● **PROBLEM DESCRIPTION**
Which lines of the data contain the string "lane"? Copy every one of them.

[[ TASK DATA open ]]

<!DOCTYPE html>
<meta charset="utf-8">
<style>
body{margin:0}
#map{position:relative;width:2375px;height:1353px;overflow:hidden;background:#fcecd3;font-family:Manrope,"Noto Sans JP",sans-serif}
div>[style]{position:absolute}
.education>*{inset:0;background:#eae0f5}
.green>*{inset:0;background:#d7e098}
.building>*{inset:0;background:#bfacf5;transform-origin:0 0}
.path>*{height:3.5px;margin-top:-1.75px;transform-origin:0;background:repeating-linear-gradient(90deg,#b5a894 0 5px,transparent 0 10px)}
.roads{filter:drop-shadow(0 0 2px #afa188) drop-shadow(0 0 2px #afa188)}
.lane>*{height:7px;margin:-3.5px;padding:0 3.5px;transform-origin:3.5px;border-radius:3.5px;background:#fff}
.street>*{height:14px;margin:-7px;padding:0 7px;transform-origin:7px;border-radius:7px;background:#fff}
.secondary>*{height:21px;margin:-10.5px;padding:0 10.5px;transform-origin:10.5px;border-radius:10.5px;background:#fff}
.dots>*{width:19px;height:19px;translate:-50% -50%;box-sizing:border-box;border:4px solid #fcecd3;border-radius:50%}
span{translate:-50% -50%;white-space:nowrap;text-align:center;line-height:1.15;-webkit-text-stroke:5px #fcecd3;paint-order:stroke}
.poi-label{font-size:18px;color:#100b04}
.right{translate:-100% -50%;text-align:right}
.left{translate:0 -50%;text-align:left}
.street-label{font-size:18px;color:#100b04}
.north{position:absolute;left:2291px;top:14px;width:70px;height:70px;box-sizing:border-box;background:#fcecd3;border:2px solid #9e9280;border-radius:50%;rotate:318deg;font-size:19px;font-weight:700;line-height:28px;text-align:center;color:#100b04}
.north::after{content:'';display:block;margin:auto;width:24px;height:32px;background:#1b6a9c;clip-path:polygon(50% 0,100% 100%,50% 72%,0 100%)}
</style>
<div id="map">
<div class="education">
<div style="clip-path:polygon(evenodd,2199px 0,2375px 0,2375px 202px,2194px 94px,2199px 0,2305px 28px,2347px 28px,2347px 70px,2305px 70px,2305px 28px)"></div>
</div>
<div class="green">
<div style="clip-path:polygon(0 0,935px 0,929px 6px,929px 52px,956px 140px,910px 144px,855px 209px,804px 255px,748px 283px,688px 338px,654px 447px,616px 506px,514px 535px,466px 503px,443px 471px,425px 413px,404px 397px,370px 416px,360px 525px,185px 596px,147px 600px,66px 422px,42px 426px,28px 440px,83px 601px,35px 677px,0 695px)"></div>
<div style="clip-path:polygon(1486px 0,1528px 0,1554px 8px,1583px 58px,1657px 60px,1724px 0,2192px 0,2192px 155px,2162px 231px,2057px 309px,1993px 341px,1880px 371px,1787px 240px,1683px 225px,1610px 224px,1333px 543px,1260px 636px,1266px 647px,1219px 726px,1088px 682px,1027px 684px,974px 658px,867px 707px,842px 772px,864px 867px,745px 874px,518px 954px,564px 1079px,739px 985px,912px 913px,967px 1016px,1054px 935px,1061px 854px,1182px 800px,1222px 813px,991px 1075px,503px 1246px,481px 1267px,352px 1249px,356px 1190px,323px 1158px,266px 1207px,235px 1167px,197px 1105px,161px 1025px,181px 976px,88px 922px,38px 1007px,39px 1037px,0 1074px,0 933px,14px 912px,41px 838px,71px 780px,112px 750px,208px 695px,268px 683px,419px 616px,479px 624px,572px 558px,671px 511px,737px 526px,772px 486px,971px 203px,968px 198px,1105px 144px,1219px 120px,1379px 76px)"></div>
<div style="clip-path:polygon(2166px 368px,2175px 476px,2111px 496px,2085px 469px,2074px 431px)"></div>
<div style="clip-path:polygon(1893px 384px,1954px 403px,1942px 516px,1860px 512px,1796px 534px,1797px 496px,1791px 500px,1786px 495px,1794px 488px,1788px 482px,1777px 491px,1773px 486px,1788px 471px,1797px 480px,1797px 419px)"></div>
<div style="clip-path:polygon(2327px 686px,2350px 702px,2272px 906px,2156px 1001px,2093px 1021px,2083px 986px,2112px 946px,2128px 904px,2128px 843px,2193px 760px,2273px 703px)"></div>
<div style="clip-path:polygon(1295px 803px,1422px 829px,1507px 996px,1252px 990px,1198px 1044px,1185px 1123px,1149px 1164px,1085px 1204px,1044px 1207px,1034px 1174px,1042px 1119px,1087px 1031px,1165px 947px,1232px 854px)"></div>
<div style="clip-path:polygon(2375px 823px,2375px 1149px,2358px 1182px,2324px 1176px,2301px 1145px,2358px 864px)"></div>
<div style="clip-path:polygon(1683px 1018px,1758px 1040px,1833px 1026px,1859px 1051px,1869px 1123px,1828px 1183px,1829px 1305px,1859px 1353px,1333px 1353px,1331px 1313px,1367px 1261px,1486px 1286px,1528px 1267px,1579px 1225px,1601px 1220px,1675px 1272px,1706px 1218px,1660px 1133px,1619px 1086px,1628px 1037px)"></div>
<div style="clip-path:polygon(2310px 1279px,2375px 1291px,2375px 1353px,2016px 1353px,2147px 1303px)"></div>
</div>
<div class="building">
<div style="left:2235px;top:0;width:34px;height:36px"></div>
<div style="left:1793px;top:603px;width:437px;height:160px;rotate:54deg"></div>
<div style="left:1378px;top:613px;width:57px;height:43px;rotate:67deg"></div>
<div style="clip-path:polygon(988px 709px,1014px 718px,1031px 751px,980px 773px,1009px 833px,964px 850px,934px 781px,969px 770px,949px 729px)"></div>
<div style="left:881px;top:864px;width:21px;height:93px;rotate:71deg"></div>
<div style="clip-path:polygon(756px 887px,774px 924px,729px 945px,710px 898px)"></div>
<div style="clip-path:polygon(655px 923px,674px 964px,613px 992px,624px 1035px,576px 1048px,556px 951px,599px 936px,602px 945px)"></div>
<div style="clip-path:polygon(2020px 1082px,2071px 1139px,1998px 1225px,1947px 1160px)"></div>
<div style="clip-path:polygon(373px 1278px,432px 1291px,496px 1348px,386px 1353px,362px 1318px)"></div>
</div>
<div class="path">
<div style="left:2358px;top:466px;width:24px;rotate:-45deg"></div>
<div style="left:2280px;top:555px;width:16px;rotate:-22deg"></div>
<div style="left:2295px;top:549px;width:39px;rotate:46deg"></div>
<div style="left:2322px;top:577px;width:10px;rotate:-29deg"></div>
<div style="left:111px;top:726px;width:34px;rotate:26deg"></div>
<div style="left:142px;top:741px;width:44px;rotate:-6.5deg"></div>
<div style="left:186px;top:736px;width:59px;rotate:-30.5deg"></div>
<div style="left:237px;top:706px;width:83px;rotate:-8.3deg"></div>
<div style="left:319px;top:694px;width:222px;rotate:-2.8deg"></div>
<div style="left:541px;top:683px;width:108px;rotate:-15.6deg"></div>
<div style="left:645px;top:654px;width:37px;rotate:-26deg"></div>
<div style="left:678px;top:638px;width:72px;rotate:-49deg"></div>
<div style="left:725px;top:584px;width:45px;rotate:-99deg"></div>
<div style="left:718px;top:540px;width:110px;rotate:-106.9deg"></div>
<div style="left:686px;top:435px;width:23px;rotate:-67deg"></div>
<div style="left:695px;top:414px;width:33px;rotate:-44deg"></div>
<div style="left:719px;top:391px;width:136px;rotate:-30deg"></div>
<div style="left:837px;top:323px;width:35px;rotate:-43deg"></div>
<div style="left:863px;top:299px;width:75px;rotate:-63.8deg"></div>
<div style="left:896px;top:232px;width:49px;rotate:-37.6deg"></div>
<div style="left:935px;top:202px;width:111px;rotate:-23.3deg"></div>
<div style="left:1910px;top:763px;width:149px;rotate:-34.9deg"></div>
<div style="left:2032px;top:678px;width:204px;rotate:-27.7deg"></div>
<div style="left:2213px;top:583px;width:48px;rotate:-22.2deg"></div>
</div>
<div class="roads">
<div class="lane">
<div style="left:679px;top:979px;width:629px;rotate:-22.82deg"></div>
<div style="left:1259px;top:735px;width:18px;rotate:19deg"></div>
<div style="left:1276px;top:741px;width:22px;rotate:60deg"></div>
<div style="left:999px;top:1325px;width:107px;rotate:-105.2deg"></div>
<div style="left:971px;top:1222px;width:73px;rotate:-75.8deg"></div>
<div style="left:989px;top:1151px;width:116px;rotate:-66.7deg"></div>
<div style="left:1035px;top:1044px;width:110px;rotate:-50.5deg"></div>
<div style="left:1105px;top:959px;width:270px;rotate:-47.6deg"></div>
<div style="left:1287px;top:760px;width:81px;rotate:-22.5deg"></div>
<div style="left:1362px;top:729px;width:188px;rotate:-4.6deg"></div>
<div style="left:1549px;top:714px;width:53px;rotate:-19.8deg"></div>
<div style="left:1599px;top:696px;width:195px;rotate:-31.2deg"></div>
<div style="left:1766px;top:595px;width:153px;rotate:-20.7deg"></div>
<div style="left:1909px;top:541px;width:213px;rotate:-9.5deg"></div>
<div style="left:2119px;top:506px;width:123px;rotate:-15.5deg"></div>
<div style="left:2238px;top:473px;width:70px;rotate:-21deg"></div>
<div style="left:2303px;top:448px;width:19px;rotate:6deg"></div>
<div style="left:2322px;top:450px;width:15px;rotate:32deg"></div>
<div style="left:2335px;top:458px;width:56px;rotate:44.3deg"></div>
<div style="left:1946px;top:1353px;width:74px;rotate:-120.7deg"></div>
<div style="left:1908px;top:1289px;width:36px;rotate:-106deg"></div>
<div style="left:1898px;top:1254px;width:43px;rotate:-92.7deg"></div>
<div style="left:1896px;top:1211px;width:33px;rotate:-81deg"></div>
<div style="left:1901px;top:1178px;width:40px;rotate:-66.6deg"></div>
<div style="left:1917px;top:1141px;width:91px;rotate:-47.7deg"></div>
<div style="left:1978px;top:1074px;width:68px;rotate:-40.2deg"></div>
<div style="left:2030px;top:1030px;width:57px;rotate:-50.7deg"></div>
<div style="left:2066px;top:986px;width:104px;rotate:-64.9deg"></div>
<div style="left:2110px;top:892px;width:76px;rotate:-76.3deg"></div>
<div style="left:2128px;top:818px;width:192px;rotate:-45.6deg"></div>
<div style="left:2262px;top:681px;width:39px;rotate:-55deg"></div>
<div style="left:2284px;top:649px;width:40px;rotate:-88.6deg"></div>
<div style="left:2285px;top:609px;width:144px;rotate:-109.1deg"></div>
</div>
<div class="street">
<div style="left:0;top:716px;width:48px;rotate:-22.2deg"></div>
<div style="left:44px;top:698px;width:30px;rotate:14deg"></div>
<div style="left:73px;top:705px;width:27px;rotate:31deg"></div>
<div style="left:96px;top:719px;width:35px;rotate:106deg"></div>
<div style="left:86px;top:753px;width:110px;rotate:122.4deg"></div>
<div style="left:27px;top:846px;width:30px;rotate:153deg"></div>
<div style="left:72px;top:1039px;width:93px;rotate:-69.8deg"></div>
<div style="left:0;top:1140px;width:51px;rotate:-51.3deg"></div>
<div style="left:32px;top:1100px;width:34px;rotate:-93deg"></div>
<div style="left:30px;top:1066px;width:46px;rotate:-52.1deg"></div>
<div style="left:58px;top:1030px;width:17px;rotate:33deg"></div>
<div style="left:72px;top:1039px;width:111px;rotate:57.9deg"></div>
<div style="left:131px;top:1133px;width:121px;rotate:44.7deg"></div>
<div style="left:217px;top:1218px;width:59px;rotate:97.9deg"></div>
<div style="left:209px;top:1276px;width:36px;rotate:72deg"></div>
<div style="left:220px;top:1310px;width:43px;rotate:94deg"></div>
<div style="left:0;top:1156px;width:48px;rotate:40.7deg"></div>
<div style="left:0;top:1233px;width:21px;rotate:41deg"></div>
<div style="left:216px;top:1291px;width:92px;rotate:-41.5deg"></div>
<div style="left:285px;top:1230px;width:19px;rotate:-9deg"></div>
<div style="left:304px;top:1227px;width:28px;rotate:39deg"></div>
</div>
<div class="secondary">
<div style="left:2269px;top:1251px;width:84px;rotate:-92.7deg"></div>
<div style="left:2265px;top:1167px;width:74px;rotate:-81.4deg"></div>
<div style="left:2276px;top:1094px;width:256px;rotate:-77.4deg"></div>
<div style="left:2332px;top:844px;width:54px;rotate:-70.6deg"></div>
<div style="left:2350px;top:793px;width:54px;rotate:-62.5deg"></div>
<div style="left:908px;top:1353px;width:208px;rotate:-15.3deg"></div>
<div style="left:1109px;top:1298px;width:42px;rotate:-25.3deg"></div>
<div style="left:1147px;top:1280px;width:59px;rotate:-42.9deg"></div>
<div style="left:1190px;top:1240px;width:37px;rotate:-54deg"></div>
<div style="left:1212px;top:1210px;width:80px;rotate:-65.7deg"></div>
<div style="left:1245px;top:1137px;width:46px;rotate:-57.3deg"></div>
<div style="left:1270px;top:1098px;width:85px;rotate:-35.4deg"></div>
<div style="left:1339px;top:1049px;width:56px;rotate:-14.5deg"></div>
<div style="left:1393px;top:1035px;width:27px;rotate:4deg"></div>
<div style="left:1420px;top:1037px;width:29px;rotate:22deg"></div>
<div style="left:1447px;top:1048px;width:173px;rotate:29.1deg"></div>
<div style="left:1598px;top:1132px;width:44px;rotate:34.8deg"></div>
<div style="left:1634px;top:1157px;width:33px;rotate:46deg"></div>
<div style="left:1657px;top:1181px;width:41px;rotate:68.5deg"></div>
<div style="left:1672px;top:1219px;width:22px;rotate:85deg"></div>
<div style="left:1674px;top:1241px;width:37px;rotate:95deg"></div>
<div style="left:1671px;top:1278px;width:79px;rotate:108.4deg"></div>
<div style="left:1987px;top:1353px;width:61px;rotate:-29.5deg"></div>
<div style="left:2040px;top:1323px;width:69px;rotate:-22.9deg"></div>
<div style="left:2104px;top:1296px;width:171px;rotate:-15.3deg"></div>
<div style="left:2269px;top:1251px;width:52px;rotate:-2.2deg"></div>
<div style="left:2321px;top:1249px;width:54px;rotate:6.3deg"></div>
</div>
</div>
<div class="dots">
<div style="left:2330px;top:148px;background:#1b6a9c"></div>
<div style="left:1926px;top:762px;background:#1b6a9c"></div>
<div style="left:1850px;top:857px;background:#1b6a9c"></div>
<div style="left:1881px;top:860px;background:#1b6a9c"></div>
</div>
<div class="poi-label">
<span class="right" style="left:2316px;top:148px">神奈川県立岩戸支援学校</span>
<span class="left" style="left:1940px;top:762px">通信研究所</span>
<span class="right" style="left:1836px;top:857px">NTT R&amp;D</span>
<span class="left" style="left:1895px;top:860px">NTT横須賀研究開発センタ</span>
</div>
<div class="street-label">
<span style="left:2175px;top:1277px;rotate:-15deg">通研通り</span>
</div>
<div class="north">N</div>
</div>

[[ TASK DATA closed ]]

● **ANSWER BOX**
.lane>*{height:7px;margin:-3.5px;padding:0 3.5px;transform-origin:3.5px;border-radius:3.5px;background:#fff}
<div class="lane">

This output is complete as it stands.